If you fail to make such payment by the required time for any
Placing Shares (1) the Company may release itself, and (if it
decides to do so) will be released from, all obligations it may
have to allot and/or issue any such Placing Shares to you or at
your direction which are then unallotted and/or unissued, (2) the
Company may exercise all rights of lien, forfeiture and set-off
over and in respect of any such Placing Shares to the fullest
extent permitted under its constitution or by law and to the extent
that you then have any interest in or rights in respect of any such
shares, (3) the Company, Peel Hunt or Northland may sell (and each
of them is irrevocably authorised by you to do so) all or any of
such shares on your behalf and then retain from the proceeds, for
the account and benefit of the Company or, where applicable, Peel
Hunt or Northland (i) any amount up to the total amount due to it
as, or in respect of, subscription monies, or as interest on such
monies, for any Placing Shares and (ii) any amount required to
cover dealing costs and/or commissions necessarily or reasonably
incurred by it in respect of such sale and (4) you will remain
liable to the Company, to Peel Hunt and to Northland (as
applicable) for the full amount of any losses and of any costs
which it may suffer or incur as a result of (i) it not receiving
payment in full for such Placing Shares by the required time,
and/or (ii) the sale of any such Placing Shares to any other person
at whatever price and on whatever terms are actually obtained for
such sale by or for it.

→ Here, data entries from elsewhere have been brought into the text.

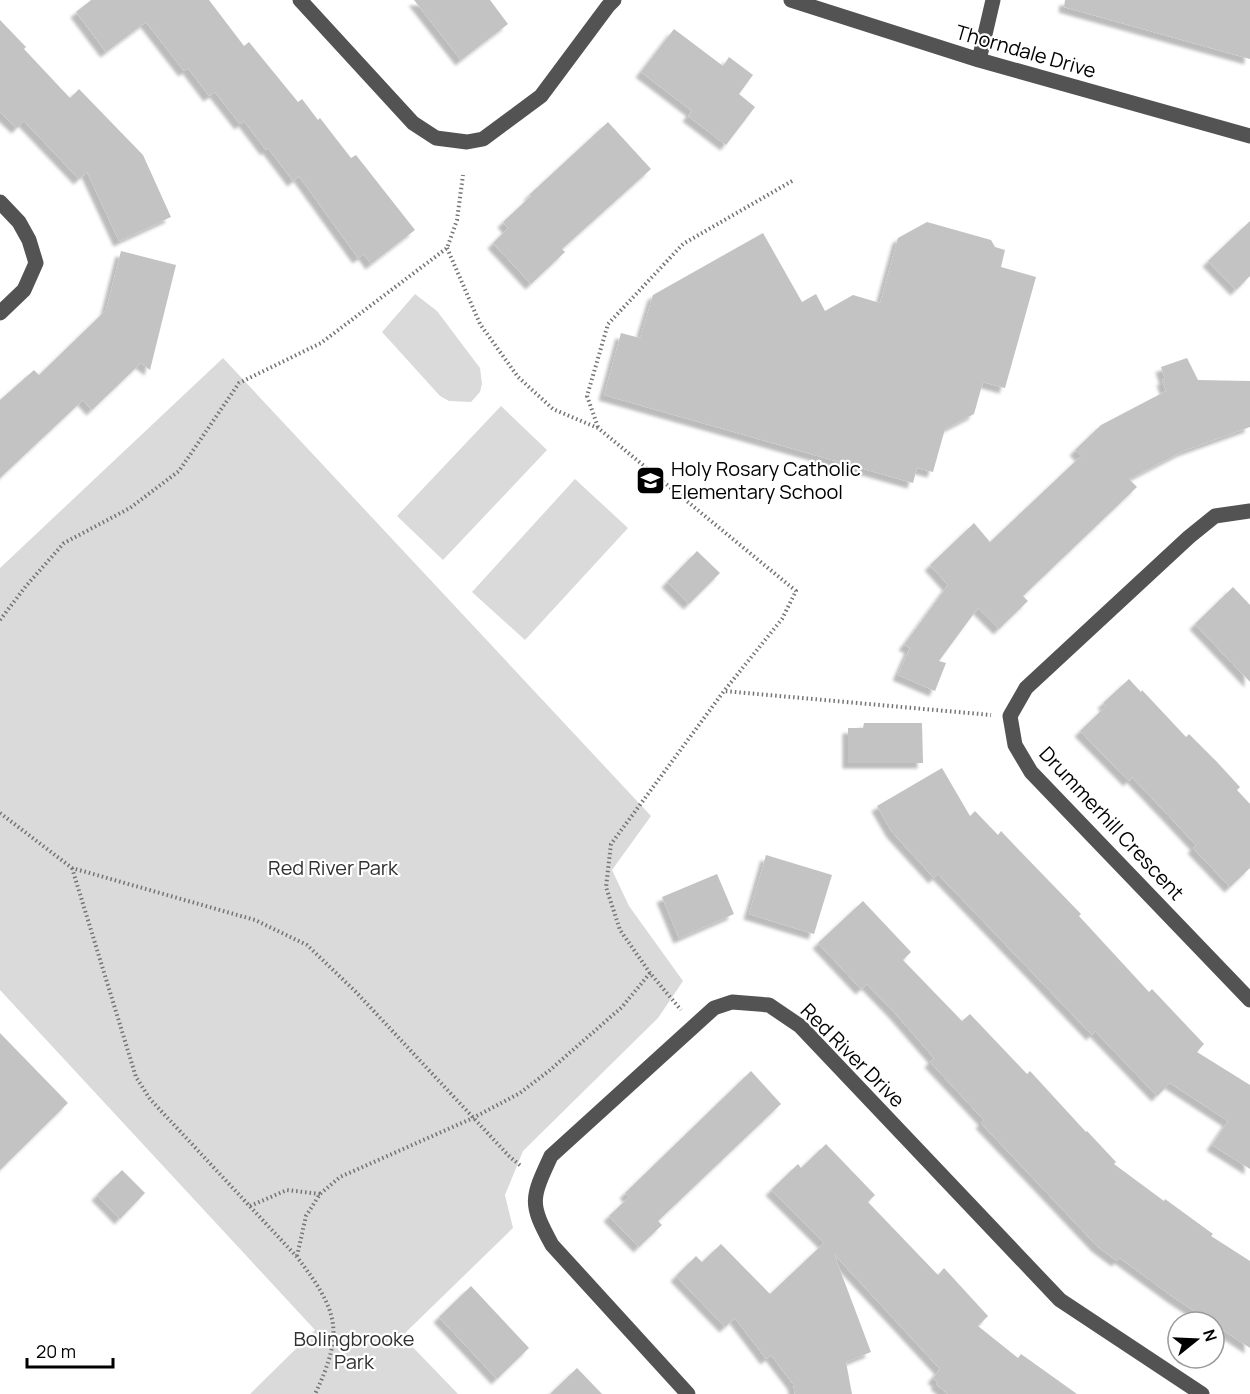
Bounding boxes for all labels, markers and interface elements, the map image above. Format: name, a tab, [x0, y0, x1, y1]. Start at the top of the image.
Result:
street label: Thorndale Drive	[953, 18, 1099, 84]
place label: Holy Rosary Catholic Elementary School	[671, 455, 861, 505]
school or university icon: Holy Rosary Catholic Elementary School	[634, 464, 666, 496]
street label: Drummerhill Crescent	[1034, 740, 1190, 906]
park label: Red River Park	[268, 854, 399, 881]
street label: Red River Drive	[795, 997, 911, 1113]
north arrow	[1166, 1310, 1226, 1370]
park label: Bolingbrooke Park	[293, 1325, 415, 1375]
text: N	[1198, 1326, 1223, 1344]
scale bar	[27, 1331, 112, 1369]
text: 20 m	[36, 1339, 76, 1363]

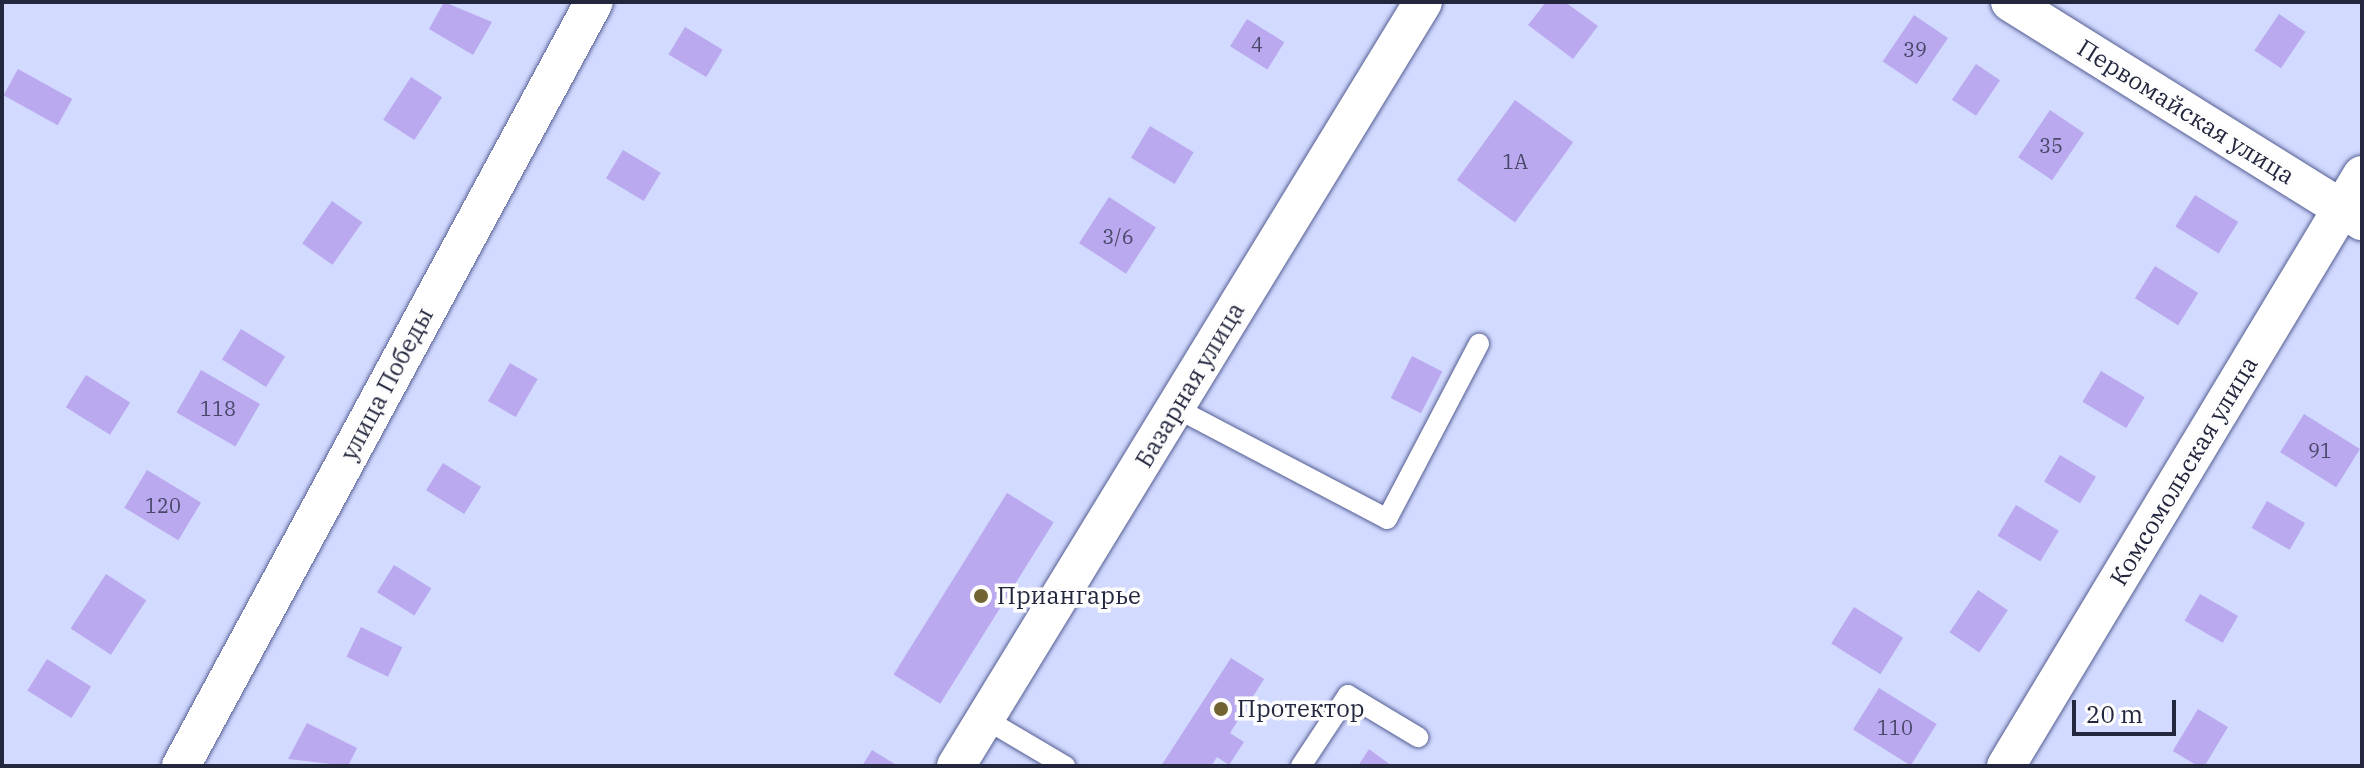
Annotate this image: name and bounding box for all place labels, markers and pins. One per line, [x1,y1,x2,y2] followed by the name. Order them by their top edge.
[997,582,1141,610] place label: Приангарье
[972,587,990,605] marker: Приангарье
[1237,695,1365,723] place label: Протектор
[1212,700,1230,718] marker: Протектор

Interest may be charged in respect of
payments not received by Peel Hunt or Northland for value by the
required time referred to above at the rate of two percentage
points above the base rate of Barclays Bank plc. For the avoidance
of doubt, nothing in these terms and conditions is intended to
create any liability as principal for Invesco Asset Management
Limited (or otherwise if paragraph 5(m)(B) applies to you), nor any
joint and several liability between any Funds. Any liabilities of a
Fund incurred hereunder shall be limited to the property of that
Fund and under no circumstances shall there be recourse to the
assets of any other Fund(s) in respect of those liabilities.
7. Overseas jurisdictions
The distribution of this Announcement and the offering and/or
issue of shares pursuant to the Placing in certain jurisdictions is
restricted by law. Qualified Investors and other Relevant Persons
(as defined above) who seek to participate in the Placing must
inform themselves about and observe any such restrictions. In
particular, this Announcement does not constitute or form part of
any offer or invitation, nor a solicitation of any offer or
invitation, to subscribe for or acquire or sell or purchase or
otherwise deal in ordinary shares in the United States, Australia,
Canada, Japan or the Republic of South Africa or in any other
jurisdiction in which, or in circumstances in which, any such
offer, invitation or solicitation is or would be unlawful. The
Placing Shares have not been and will not be registered under the
US Securities Act of 1933, as amended, or under the securities laws
of any State or other jurisdiction within the United States, and,
subject to certain exceptions, may not be offered or sold, resold
or delivered, directly or indirectly, in or into the United States,
or to, or for the account or benefit of, any US Persons (as defined
in Regulation S under that Act). No public offering of the Placing
Shares is being or will be made in the United States.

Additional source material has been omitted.